# U. Aveiro - estação q obtem perfis atmosféricos



## Bruno Campos (8 Jun 2006 às 14:21)

_Está instalada, desde 23 de Maio, no Departamento de Física da Universidade de Aveiro, uma nova estação de recepção de imagens de satélite. A estação, denominada HRPT/CHRPT, é única no país e consegue obter perfis atmosféricos que permitem determinar, com maior precisão, por exemplo, a previsão do estado do tempo, a temperatura da água do mar e identificar focos de incêndio._

http://www.cienciahoje.pt/3399


----------



## Seringador (8 Jun 2006 às 16:44)

Bruno Campos disse:
			
		

> _Está instalada, desde 23 de Maio, no Departamento de Física da Universidade de Aveiro, uma nova estação de recepção de imagens de satélite. A estação, denominada HRPT/CHRPT, é única no país e consegue obter perfis atmosféricos que permitem determinar, com maior precisão, por exemplo, a previsão do estado do tempo, a temperatura da água do mar e identificar focos de incêndio._
> 
> http://www.cienciahoje.pt/3399



Sem dúvida um excelente contributo mas, o mais importante aqui é se irão disponibilizar a informação qde que a mesma é capaz de receber,  para mim mai valia uma Vaisala apetrechada do que a adquirida


----------



## Minho (8 Jun 2006 às 19:23)

E já agora o radar no norte para quando??


----------



## dj_alex (8 Jun 2006 às 22:19)

Minho disse:
			
		

> E já agora o radar no norte para quando??

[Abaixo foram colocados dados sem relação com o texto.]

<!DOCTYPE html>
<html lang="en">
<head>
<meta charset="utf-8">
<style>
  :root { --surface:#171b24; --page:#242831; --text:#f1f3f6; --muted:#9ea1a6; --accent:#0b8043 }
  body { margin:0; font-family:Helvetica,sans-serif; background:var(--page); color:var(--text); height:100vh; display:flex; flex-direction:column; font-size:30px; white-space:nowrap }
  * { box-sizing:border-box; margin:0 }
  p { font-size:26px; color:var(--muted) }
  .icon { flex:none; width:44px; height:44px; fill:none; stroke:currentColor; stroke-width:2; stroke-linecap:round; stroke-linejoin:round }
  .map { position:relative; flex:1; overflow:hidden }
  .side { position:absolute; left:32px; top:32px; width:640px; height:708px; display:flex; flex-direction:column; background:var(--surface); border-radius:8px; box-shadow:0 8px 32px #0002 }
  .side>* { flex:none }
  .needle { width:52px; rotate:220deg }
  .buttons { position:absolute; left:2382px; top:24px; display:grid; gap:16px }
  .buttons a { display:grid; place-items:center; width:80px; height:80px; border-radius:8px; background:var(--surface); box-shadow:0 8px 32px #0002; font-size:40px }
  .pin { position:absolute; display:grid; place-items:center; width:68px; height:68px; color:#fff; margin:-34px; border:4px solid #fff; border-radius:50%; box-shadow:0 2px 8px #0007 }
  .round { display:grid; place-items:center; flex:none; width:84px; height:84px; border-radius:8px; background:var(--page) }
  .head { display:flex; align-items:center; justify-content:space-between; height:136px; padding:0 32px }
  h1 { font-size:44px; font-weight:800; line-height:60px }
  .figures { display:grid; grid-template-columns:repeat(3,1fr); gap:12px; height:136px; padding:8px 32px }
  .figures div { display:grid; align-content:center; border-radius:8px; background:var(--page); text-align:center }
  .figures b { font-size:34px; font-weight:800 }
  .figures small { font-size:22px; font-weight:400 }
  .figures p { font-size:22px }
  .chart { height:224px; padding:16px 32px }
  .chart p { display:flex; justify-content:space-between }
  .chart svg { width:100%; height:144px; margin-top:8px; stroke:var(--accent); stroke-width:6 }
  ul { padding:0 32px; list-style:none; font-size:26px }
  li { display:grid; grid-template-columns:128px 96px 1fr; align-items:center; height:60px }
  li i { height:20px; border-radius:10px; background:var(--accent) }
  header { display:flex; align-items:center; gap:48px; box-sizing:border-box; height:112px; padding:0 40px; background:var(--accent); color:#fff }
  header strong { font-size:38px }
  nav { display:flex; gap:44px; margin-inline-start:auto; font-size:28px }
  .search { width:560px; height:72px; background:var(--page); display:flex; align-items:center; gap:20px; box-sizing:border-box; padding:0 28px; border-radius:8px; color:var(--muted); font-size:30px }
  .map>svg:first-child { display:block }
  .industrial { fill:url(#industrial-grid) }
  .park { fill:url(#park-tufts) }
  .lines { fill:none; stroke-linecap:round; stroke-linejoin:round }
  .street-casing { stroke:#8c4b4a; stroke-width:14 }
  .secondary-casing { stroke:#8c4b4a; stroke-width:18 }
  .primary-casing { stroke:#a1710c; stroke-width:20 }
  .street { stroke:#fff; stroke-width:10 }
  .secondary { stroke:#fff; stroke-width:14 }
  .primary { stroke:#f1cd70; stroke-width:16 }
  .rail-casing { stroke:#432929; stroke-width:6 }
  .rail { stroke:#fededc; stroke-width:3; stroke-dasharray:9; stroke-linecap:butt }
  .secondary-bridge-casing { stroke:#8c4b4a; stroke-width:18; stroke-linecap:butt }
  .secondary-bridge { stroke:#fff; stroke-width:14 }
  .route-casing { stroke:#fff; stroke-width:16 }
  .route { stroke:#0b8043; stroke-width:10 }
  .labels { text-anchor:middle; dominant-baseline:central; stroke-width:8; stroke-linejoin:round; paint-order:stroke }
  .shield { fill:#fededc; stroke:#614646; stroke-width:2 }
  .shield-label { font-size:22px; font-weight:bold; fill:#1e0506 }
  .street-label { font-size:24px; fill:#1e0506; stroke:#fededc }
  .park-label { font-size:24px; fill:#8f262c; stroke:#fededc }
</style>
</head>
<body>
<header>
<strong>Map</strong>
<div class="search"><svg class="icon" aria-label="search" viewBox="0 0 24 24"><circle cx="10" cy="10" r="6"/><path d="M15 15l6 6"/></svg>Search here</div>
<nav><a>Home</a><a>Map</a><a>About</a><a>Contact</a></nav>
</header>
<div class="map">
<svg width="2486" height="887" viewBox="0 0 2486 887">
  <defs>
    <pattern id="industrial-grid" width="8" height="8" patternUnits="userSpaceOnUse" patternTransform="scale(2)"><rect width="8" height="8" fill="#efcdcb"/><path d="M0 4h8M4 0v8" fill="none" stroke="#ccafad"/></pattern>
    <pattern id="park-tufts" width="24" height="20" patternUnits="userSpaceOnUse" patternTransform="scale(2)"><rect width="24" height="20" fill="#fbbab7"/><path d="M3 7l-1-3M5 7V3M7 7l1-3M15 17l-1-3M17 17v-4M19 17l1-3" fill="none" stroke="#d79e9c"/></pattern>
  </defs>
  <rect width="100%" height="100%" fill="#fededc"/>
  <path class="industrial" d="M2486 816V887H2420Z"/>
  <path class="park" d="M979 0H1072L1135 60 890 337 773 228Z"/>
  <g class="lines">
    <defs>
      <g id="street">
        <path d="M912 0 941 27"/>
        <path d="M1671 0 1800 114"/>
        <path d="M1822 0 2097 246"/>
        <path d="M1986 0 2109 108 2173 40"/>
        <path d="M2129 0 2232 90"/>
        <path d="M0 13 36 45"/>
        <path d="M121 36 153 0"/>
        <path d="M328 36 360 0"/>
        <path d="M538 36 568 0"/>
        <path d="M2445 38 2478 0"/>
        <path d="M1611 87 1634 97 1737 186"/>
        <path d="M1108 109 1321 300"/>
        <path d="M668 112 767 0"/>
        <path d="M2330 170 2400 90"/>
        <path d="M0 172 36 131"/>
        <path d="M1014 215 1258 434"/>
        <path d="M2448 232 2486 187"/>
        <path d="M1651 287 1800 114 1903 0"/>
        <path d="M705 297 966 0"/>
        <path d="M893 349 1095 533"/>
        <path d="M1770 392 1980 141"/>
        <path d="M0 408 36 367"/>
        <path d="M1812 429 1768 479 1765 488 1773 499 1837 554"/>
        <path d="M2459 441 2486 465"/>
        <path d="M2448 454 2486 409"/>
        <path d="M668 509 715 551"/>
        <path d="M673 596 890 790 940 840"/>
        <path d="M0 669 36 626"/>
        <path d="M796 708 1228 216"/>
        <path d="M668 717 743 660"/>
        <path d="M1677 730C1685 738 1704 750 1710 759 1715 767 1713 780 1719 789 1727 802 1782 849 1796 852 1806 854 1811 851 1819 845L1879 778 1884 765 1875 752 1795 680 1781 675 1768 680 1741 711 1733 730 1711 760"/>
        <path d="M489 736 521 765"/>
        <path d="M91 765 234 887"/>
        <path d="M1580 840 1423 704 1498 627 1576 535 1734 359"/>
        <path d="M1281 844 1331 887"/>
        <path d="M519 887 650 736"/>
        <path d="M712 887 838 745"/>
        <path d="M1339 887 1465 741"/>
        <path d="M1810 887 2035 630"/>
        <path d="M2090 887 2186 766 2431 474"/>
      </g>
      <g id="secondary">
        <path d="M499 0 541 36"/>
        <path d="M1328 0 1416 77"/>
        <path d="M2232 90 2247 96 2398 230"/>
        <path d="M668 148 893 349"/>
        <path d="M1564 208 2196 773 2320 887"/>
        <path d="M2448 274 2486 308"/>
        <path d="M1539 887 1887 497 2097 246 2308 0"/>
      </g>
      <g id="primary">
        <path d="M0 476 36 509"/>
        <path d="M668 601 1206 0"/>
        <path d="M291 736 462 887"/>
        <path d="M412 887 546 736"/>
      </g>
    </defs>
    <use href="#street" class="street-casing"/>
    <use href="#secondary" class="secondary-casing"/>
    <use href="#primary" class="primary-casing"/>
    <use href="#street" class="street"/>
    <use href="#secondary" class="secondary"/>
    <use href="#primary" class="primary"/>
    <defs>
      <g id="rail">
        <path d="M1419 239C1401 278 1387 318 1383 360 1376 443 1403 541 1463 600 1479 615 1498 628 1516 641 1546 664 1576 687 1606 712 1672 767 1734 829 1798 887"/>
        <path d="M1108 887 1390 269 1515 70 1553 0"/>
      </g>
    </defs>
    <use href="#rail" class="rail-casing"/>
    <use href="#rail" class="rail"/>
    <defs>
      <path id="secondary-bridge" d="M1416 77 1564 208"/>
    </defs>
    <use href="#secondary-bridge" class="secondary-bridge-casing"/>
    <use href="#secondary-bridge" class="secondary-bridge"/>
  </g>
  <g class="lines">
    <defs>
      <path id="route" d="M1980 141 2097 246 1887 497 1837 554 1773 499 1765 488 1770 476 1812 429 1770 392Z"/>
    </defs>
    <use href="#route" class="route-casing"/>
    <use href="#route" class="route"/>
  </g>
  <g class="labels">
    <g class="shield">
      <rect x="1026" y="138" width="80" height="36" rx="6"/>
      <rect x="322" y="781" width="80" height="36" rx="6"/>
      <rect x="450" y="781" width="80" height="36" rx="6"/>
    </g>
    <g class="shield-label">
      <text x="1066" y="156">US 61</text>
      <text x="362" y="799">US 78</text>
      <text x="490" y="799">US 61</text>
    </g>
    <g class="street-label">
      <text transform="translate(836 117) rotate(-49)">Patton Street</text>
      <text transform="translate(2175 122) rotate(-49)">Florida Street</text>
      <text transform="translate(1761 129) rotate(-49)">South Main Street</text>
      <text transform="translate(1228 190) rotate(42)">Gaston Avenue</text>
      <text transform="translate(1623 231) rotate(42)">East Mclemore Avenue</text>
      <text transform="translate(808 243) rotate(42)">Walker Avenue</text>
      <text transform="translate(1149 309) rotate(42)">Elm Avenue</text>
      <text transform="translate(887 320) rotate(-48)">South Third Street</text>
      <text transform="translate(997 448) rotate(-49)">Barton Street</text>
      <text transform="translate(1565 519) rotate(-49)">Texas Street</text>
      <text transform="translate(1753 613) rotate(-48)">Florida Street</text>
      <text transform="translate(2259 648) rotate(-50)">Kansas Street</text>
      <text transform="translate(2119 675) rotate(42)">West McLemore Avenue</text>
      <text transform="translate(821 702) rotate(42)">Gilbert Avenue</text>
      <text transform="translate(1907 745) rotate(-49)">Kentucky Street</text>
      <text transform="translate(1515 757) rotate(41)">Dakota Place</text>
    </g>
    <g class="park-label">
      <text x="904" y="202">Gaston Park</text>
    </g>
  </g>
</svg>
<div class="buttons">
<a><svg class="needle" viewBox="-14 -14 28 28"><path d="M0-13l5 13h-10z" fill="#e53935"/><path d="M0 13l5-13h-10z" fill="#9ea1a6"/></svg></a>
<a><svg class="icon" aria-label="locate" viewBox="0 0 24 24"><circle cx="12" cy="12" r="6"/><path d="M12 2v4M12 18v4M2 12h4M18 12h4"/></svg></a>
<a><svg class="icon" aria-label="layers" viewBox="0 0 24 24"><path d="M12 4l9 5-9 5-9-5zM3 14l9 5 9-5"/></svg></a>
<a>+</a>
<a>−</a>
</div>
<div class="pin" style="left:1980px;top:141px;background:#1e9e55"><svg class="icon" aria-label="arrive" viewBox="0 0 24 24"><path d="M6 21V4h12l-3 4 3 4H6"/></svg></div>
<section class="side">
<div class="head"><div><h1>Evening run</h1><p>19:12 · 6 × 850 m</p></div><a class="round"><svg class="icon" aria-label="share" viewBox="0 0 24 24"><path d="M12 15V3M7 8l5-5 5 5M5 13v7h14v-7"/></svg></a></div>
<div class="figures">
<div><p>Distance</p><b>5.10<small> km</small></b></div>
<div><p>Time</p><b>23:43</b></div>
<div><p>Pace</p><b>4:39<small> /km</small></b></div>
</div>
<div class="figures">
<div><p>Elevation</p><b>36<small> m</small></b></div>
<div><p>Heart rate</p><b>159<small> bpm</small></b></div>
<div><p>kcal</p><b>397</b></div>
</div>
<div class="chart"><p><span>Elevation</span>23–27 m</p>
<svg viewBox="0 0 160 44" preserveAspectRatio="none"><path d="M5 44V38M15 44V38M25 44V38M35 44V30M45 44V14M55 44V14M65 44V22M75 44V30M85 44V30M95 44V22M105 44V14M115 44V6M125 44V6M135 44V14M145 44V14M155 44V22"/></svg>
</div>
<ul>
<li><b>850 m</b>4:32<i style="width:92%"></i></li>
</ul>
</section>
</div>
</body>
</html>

Xiiiiii....tá previsto há imenso tempo...Ou melhor o projecto é do mesmo tempo do Radar do Algarve...Por isso...é uma questão de esperar...muito tempo...


----------



## Seringador (9 Jun 2006 às 11:56)

dj_alex disse:
			
		

> Xiiiiii....tá previsto há imenso tempo...Ou melhor o projecto é do mesmo tempo do Radar do Algarve...Por isso...é uma questão de esperar...muito tempo...



Bem se tu o dizes eu acredito 
Pessoal pelo ritmo a chegar cá em cima será em 2012


----------



## Seringador (9 Jun 2006 às 17:46)

Seringador disse:
			
		

> Bem se tu o dizes eu acredito
> Pessoal pelo ritmo a chegar cá em cima será em 2012



Deve de ser por causa disto desde que saiu da alçada do Min. adm. interna o IM deixou de existir   

http://www.meteopt.net/showthread.php?t=86


----------



## Iceberg (10 Jun 2006 às 00:25)

Seringador disse:
			
		

> Bem se tu o dizes eu acredito
> Pessoal pelo ritmo a chegar cá em cima será em 2012



Porreiro, assim vai coincidir com o próximo mínimo solar ...


----------